▶ **TASK DIRECTIONS**
Once you have read the entries below, write them all out again exactly.

━━━━━ TASK MATERIAL ━━━━━

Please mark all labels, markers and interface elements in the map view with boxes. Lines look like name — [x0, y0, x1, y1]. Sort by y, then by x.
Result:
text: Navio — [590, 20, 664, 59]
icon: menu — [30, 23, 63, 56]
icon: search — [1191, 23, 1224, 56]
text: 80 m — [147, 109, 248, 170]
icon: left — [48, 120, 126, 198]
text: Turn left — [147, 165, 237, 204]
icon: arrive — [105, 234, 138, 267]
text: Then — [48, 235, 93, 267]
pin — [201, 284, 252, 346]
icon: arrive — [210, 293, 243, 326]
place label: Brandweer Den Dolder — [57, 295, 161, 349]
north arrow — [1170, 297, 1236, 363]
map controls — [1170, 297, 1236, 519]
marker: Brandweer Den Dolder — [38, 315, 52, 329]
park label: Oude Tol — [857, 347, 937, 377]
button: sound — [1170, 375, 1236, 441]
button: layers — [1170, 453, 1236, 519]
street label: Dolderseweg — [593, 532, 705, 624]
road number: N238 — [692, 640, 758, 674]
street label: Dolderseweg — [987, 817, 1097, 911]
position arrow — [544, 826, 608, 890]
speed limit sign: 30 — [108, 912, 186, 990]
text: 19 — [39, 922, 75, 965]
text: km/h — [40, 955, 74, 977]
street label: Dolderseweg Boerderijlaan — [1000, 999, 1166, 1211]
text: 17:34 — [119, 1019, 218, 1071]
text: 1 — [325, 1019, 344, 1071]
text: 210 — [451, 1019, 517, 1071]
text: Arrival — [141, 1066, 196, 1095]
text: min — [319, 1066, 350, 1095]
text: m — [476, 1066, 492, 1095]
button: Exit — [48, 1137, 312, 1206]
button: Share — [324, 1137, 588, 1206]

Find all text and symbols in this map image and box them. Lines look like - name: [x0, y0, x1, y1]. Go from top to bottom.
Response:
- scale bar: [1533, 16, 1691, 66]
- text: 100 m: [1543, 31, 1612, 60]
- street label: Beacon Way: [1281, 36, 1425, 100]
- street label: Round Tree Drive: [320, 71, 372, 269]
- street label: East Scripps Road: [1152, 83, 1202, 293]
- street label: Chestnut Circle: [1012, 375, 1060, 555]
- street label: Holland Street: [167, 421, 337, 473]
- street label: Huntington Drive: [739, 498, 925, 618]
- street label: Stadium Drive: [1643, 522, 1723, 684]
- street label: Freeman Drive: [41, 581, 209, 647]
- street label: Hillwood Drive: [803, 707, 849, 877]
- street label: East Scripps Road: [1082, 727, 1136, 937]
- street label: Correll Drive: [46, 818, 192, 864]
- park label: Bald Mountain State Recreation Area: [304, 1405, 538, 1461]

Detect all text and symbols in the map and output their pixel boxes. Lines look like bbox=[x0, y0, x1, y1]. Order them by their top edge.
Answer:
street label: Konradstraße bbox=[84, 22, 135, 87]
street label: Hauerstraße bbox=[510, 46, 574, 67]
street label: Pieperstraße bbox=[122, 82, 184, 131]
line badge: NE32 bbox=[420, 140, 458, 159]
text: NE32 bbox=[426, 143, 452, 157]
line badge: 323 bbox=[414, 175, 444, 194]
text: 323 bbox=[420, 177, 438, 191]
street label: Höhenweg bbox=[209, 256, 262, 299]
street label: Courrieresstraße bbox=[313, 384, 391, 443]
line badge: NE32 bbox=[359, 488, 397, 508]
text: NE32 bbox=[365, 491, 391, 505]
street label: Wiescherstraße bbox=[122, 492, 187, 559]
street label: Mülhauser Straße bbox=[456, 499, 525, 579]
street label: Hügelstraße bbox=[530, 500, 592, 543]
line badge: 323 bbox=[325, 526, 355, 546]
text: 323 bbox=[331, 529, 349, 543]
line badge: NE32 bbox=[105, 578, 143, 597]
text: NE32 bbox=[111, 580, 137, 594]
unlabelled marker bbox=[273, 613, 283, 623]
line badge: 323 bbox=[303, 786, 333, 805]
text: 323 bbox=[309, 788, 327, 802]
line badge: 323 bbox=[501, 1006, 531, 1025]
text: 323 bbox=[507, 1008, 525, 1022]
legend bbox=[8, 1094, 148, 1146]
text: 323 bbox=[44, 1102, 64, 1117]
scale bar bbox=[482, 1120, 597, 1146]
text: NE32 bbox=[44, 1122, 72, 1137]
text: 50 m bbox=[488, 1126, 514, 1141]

━━━━━

▶ **YOUR RESPONSE**
Please mark all labels, markers and interface elements in the map view with boxes. Lines look like name — [x0, y0, x1, y1]. Sort by y, then by x.
Result:
text: Navio — [590, 20, 664, 59]
icon: menu — [30, 23, 63, 56]
icon: search — [1191, 23, 1224, 56]
text: 80 m — [147, 109, 248, 170]
icon: left — [48, 120, 126, 198]
text: Turn left — [147, 165, 237, 204]
icon: arrive — [105, 234, 138, 267]
text: Then — [48, 235, 93, 267]
pin — [201, 284, 252, 346]
icon: arrive — [210, 293, 243, 326]
place label: Brandweer Den Dolder — [57, 295, 161, 349]
north arrow — [1170, 297, 1236, 363]
map controls — [1170, 297, 1236, 519]
marker: Brandweer Den Dolder — [38, 315, 52, 329]
park label: Oude Tol — [857, 347, 937, 377]
button: sound — [1170, 375, 1236, 441]
button: layers — [1170, 453, 1236, 519]
street label: Dolderseweg — [593, 532, 705, 624]
road number: N238 — [692, 640, 758, 674]
street label: Dolderseweg — [987, 817, 1097, 911]
position arrow — [544, 826, 608, 890]
speed limit sign: 30 — [108, 912, 186, 990]
text: 19 — [39, 922, 75, 965]
text: km/h — [40, 955, 74, 977]
street label: Dolderseweg Boerderijlaan — [1000, 999, 1166, 1211]
text: 17:34 — [119, 1019, 218, 1071]
text: 1 — [325, 1019, 344, 1071]
text: 210 — [451, 1019, 517, 1071]
text: Arrival — [141, 1066, 196, 1095]
text: min — [319, 1066, 350, 1095]
text: m — [476, 1066, 492, 1095]
button: Exit — [48, 1137, 312, 1206]
button: Share — [324, 1137, 588, 1206]

Find all text and symbols in this map image and box them. Lines look like - name: [x0, y0, x1, y1]. Go from top to bottom.
Response:
- scale bar: [1533, 16, 1691, 66]
- text: 100 m: [1543, 31, 1612, 60]
- street label: Beacon Way: [1281, 36, 1425, 100]
- street label: Round Tree Drive: [320, 71, 372, 269]
- street label: East Scripps Road: [1152, 83, 1202, 293]
- street label: Chestnut Circle: [1012, 375, 1060, 555]
- street label: Holland Street: [167, 421, 337, 473]
- street label: Huntington Drive: [739, 498, 925, 618]
- street label: Stadium Drive: [1643, 522, 1723, 684]
- street label: Freeman Drive: [41, 581, 209, 647]
- street label: Hillwood Drive: [803, 707, 849, 877]
- street label: East Scripps Road: [1082, 727, 1136, 937]
- street label: Correll Drive: [46, 818, 192, 864]
- park label: Bald Mountain State Recreation Area: [304, 1405, 538, 1461]

Detect all text and symbols in the map and output their pixel boxes. Lines look like bbox=[x0, y0, x1, y1]. Order them by their top edge.
Answer:
street label: Konradstraße bbox=[84, 22, 135, 87]
street label: Hauerstraße bbox=[510, 46, 574, 67]
street label: Pieperstraße bbox=[122, 82, 184, 131]
line badge: NE32 bbox=[420, 140, 458, 159]
text: NE32 bbox=[426, 143, 452, 157]
line badge: 323 bbox=[414, 175, 444, 194]
text: 323 bbox=[420, 177, 438, 191]
street label: Höhenweg bbox=[209, 256, 262, 299]
street label: Courrieresstraße bbox=[313, 384, 391, 443]
line badge: NE32 bbox=[359, 488, 397, 508]
text: NE32 bbox=[365, 491, 391, 505]
street label: Wiescherstraße bbox=[122, 492, 187, 559]
street label: Mülhauser Straße bbox=[456, 499, 525, 579]
street label: Hügelstraße bbox=[530, 500, 592, 543]
line badge: 323 bbox=[325, 526, 355, 546]
text: 323 bbox=[331, 529, 349, 543]
line badge: NE32 bbox=[105, 578, 143, 597]
text: NE32 bbox=[111, 580, 137, 594]
unlabelled marker bbox=[273, 613, 283, 623]
line badge: 323 bbox=[303, 786, 333, 805]
text: 323 bbox=[309, 788, 327, 802]
line badge: 323 bbox=[501, 1006, 531, 1025]
text: 323 bbox=[507, 1008, 525, 1022]
legend bbox=[8, 1094, 148, 1146]
text: 323 bbox=[44, 1102, 64, 1117]
scale bar bbox=[482, 1120, 597, 1146]
text: NE32 bbox=[44, 1122, 72, 1137]
text: 50 m bbox=[488, 1126, 514, 1141]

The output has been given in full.